Only one span of the listing below should come back. It runs from the line with "ctx.font = font" through the line with "[1392,598,1497,747,1384,827,1281,685]", and each of its lines must be reproduced exactly.

RECORD EXCERPTS START

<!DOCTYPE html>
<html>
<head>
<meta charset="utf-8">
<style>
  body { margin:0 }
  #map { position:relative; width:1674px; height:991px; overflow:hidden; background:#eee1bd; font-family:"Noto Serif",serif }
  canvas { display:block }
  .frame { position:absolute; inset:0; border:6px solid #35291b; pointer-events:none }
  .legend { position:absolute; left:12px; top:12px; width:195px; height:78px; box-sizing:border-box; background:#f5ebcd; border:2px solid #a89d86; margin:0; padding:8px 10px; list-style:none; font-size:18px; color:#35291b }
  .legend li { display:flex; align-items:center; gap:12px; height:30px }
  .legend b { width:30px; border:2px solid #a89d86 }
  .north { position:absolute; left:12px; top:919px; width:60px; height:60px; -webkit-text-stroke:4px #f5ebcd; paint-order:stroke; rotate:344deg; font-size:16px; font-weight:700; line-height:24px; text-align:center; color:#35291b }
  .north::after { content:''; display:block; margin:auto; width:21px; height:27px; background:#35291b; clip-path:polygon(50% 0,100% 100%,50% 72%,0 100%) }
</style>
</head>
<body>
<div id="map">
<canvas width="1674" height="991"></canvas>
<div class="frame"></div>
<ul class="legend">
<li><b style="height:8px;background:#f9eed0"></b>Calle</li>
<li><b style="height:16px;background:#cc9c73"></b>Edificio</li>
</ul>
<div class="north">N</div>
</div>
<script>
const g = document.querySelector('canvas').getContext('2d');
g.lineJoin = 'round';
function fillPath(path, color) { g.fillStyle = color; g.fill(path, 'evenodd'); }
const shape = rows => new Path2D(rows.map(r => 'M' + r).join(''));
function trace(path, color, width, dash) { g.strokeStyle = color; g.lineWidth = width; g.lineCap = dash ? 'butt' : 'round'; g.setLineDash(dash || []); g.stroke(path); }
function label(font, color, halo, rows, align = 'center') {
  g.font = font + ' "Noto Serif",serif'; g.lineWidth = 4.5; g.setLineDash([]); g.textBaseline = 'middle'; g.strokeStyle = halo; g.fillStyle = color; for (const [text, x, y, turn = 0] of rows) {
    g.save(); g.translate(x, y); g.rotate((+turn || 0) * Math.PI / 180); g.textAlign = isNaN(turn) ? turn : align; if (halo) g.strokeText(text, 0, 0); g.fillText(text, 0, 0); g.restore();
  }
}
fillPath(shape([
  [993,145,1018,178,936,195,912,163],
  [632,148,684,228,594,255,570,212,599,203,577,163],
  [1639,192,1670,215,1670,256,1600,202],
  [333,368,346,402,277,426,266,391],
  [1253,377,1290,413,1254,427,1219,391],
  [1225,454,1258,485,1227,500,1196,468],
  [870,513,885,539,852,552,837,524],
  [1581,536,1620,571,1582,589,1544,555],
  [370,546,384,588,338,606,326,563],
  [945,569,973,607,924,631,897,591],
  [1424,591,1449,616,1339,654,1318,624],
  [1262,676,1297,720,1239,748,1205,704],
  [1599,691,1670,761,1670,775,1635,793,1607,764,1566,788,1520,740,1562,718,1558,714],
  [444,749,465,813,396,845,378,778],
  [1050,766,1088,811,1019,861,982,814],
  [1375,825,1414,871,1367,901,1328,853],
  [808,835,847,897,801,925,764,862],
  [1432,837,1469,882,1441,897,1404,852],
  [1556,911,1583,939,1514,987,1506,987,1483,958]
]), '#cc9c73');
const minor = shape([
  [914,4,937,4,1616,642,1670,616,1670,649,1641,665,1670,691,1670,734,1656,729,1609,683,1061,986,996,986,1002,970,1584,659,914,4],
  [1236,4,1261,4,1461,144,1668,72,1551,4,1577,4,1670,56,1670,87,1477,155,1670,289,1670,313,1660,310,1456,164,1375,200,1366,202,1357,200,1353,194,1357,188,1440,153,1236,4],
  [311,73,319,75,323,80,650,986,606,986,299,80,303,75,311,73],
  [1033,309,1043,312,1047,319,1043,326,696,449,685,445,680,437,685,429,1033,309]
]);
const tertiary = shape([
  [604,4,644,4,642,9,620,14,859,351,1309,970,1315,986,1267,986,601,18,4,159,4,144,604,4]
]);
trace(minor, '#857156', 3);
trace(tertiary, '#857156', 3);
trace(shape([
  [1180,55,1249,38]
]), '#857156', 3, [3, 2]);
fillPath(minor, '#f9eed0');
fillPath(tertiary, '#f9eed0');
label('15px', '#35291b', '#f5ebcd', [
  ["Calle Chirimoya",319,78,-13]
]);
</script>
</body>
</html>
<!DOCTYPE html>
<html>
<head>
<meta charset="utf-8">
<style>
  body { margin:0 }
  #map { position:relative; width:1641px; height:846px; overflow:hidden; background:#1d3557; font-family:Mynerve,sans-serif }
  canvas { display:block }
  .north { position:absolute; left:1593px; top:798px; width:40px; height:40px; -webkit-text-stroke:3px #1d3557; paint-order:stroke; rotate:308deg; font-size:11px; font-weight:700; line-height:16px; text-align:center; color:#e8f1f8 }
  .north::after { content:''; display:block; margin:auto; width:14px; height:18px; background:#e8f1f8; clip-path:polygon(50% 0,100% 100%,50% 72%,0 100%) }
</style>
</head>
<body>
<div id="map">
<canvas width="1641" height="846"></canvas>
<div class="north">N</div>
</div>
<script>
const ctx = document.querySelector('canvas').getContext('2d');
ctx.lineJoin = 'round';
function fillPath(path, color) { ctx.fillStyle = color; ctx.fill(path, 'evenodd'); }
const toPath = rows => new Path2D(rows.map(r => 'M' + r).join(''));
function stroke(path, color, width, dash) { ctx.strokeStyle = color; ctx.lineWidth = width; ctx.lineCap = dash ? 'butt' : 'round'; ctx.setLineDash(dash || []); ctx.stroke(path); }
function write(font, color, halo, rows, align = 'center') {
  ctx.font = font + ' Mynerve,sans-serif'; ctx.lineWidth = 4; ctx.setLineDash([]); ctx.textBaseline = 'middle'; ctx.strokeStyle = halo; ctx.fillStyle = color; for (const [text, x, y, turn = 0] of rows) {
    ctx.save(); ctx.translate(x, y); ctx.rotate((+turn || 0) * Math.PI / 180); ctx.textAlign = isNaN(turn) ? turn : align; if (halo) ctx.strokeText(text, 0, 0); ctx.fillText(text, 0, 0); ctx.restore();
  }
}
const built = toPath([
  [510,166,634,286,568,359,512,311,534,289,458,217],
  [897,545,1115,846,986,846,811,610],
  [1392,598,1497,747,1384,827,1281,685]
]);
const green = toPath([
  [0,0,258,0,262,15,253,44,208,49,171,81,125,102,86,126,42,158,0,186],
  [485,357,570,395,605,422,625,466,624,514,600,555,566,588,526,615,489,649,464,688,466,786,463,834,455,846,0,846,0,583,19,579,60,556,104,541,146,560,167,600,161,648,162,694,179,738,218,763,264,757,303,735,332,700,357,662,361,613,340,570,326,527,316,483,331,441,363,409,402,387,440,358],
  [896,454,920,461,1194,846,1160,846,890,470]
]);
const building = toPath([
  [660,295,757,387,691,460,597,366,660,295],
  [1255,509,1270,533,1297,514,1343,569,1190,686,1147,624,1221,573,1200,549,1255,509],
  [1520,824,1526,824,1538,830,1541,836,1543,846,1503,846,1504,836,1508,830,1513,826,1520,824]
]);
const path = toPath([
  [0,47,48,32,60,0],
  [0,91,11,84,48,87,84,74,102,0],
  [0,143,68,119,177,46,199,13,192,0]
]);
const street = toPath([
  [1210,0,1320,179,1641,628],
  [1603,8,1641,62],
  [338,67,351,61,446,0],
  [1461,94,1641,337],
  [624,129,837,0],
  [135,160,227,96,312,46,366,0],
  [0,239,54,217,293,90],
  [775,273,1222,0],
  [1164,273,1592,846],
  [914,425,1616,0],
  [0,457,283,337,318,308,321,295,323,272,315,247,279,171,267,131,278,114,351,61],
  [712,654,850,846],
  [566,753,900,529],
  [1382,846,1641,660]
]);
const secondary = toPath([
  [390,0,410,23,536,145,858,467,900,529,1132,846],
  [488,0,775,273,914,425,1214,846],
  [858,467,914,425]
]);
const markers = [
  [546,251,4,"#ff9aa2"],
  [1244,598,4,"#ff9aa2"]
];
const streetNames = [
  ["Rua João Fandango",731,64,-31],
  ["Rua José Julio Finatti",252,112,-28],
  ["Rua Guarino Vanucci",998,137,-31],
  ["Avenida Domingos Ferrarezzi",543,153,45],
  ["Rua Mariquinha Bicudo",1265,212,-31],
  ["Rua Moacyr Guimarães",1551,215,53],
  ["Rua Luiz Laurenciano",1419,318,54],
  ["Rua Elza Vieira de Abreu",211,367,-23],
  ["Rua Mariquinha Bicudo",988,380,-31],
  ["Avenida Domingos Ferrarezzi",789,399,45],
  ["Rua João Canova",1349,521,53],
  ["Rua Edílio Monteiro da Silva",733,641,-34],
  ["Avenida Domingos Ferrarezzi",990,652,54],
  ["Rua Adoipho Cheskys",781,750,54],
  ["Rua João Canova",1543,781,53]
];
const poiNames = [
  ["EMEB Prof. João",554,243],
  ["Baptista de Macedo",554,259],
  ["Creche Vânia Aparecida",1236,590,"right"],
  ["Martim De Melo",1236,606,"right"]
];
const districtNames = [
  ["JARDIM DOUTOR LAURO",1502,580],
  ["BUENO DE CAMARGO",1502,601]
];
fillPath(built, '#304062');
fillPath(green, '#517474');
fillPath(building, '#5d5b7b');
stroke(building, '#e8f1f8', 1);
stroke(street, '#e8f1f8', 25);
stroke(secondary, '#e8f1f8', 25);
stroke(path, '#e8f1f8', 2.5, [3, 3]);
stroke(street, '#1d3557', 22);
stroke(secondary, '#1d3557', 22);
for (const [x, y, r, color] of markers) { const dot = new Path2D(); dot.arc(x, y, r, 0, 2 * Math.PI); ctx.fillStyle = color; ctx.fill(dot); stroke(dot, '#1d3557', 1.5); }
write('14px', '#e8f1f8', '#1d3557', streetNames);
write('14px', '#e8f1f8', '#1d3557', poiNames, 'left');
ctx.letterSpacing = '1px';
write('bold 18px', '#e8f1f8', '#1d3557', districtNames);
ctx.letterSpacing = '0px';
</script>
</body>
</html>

RECORD EXCERPTS END

_SOLUTION_:
  ctx.font = font + ' Mynerve,sans-serif'; ctx.lineWidth = 4; ctx.setLineDash([]); ctx.textBaseline = 'middle'; ctx.strokeStyle = halo; ctx.fillStyle = color; for (const [text, x, y, turn = 0] of rows) {
    ctx.save(); ctx.translate(x, y); ctx.rotate((+turn || 0) * Math.PI / 180); ctx.textAlign = isNaN(turn) ? turn : align; if (halo) ctx.strokeText(text, 0, 0); ctx.fillText(text, 0, 0); ctx.restore();
  }
}
const built = toPath([
  [510,166,634,286,568,359,512,311,534,289,458,217],
  [897,545,1115,846,986,846,811,610],
  [1392,598,1497,747,1384,827,1281,685]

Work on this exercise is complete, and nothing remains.